━━━ DATA EXTRACT

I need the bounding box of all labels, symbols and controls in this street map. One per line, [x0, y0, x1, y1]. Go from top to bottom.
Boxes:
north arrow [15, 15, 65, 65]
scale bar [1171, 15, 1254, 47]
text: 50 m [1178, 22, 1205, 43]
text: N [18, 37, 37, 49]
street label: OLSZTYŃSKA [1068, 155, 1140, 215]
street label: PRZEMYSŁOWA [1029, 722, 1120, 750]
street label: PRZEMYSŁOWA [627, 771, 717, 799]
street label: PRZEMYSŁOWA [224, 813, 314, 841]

━━━━━━

[TASK ITEM]: However many lines the data holds, return each one exactly.

[SOLUTION TO THIS TASK]:
I need the bounding box of all labels, symbols and controls in this street map. One per line, [x0, y0, x1, y1]. Go from top to bottom.
Boxes:
north arrow [15, 15, 65, 65]
scale bar [1171, 15, 1254, 47]
text: 50 m [1178, 22, 1205, 43]
text: N [18, 37, 37, 49]
street label: OLSZTYŃSKA [1068, 155, 1140, 215]
street label: PRZEMYSŁOWA [1029, 722, 1120, 750]
street label: PRZEMYSŁOWA [627, 771, 717, 799]
street label: PRZEMYSŁOWA [224, 813, 314, 841]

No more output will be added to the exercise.